▶ [Items from a data source]
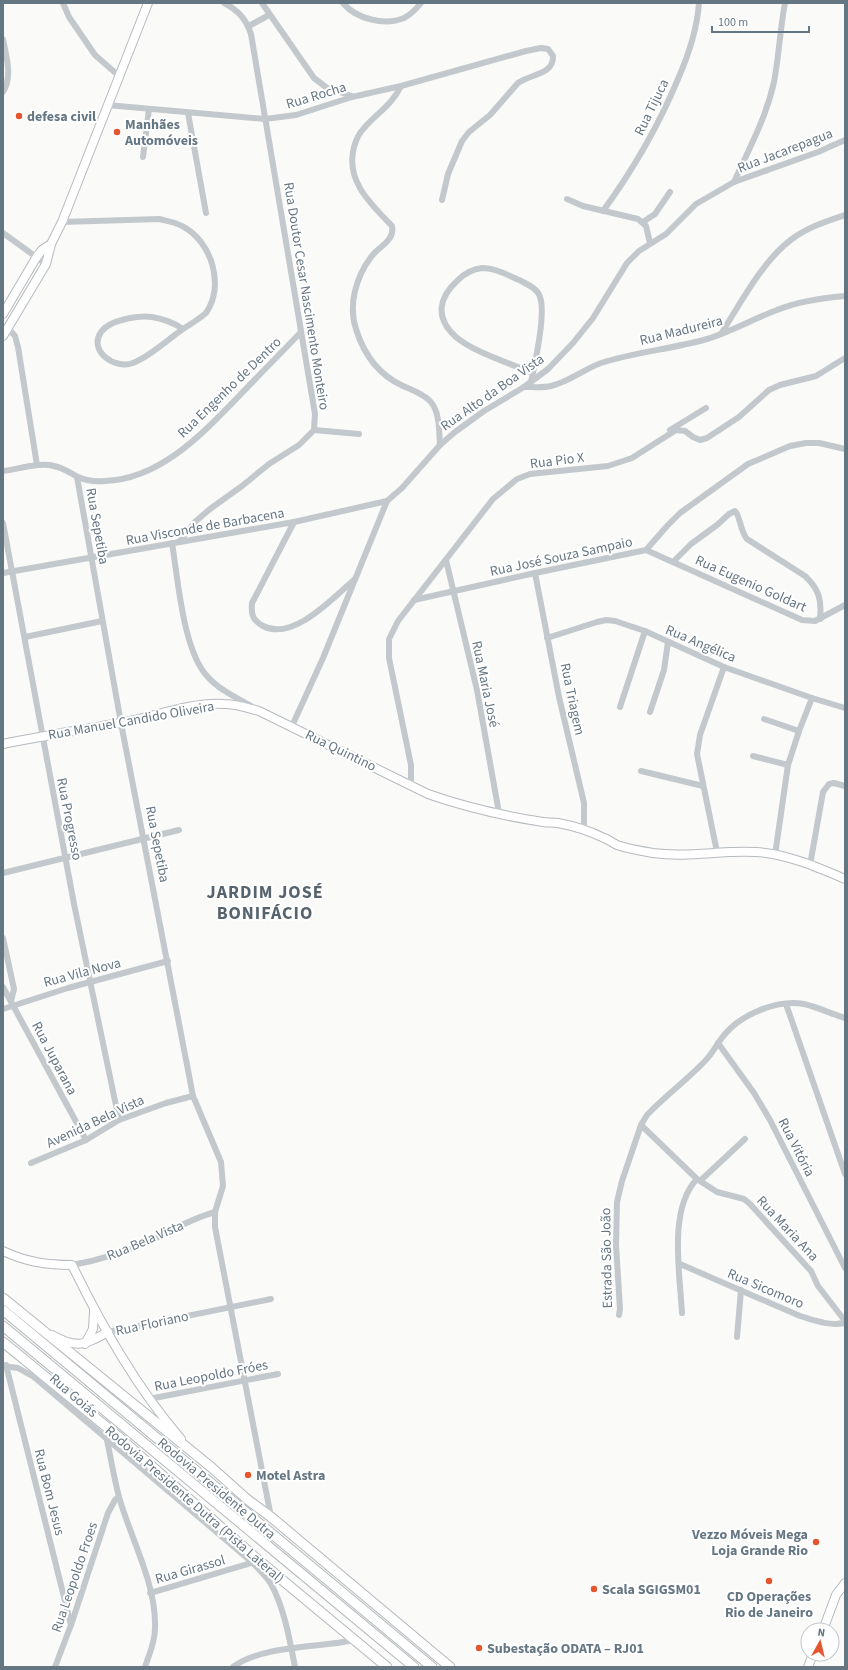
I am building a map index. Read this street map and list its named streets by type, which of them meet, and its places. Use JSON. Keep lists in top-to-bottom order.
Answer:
{
  "streets": {
    "highway": ["Rodovia Presidente Dutra", "Rodovia Presidente Dutra (Pista Lateral)"],
    "main road": ["Rua Manuel Candido Oliveira", "Rua Quintino", "Rua Floriano"],
    "street": [
      "Rua Rocha",
      "Rua Tijuca",
      "Rua Jacarepagua",
      "Rua Doutor Cesar Nascimento Monteiro",
      "Rua Madureira",
      "Rua Engenho de Dentro",
      "Rua Alto da Boa Vista",
      "Rua Pio X",
      "Rua Sepetiba",
      "Rua Visconde de Barbacena",
      "Rua José Souza Sampaio",
      "Rua Eugenio Goldart",
      "Rua Angélica",
      "Rua Maria José",
      "Rua Triagem",
      "Rua Progresso",
      "Rua Vila Nova",
      "Rua Juparana",
      "Avenida Bela Vista",
      "Rua Vitória",
      "Rua Maria Ana",
      "Rua Bela Vista",
      "Estrada São João",
      "Rua Sicomoro",
      "Rua Leopoldo Fróes",
      "Rua Goiás",
      "Rua Bom Jesus",
      "Rua Girassol",
      "Rua Leopoldo Froes"
    ]
  },
  "crossings": [
    ["Rua Rocha", "Rua Doutor Cesar Nascimento Monteiro"],
    ["Rua Jacarepagua", "Rua Alto da Boa Vista"],
    ["Rua Doutor Cesar Nascimento Monteiro", "Rua Engenho de Dentro"],
    ["Rua Doutor Cesar Nascimento Monteiro", "Rua Visconde de Barbacena"],
    ["Rua Madureira", "Rua Alto da Boa Vista"],
    ["Rua Engenho de Dentro", "Rua Sepetiba"],
    ["Rua Alto da Boa Vista", "Rua Visconde de Barbacena"],
    ["Rua Alto da Boa Vista", "Rua Quintino"],
    ["Rua Pio X", "Rua José Souza Sampaio"],
    ["Rua Pio X", "Rua Maria José"],
    ["Rua Pio X", "Rua Quintino"],
    ["Rua Sepetiba", "Rua Visconde de Barbacena"],
    ["Rua Sepetiba", "Rua Manuel Candido Oliveira"],
    ["Rua Sepetiba", "Rua Vila Nova"],
    ["Rua Sepetiba", "Avenida Bela Vista"],
    ["Rua Sepetiba", "Rua Bela Vista"],
    ["Rua Visconde de Barbacena", "Rua Quintino"],
    ["Rua Visconde de Barbacena", "Rua Progresso"],
    ["Rua José Souza Sampaio", "Rua Eugenio Goldart"],
    ["Rua José Souza Sampaio", "Rua Maria José"],
    ["Rua José Souza Sampaio", "Rua Triagem"],
    ["Rua Angélica", "Rua Triagem"],
    ["Rua Maria José", "Rua Quintino"],
    ["Rua Triagem", "Rua Quintino"],
    ["Rua Manuel Candido Oliveira", "Rua Quintino"],
    ["Rua Manuel Candido Oliveira", "Rua Progresso"],
    ["Rua Progresso", "Rua Vila Nova"],
    ["Rua Progresso", "Avenida Bela Vista"],
    ["Rua Vila Nova", "Rua Juparana"],
    ["Rua Juparana", "Avenida Bela Vista"],
    ["Rua Vitória", "Estrada São João"],
    ["Rua Maria Ana", "Estrada São João"],
    ["Rua Maria Ana", "Rua Sicomoro"],
    ["Rua Goiás", "Rua Bom Jesus"],
    ["Rua Goiás", "Rodovia Presidente Dutra (Pista Lateral)"],
    ["Rua Goiás", "Rua Girassol"],
    ["Rua Bom Jesus", "Rua Leopoldo Froes"],
    ["Rodovia Presidente Dutra (Pista Lateral)", "Rua Girassol"]
  ],
  "districts": ["JARDIM JOSÉ BONIFÁCIO"],
  "places": [
    "defesa civil",
    "Manhães Automóveis",
    "Motel Astra",
    "Vezzo Móveis Mega Loja Grande Rio",
    "CD Operações Rio de Janeiro",
    "Scala SGIGSM01",
    "Subestação ODATA – RJ01"
  ],
  "scale_bar": "100 m",
  "north": "top"
}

▶ [Exercise] Among the lines above, find the ones containing "Rodovia" and copy them.

▶ [Solution to the exercise]
    "highway": ["Rodovia Presidente Dutra", "Rodovia Presidente Dutra (Pista Lateral)"],
    ["Rua Goiás", "Rodovia Presidente Dutra (Pista Lateral)"],
    ["Rodovia Presidente Dutra (Pista Lateral)", "Rua Girassol"]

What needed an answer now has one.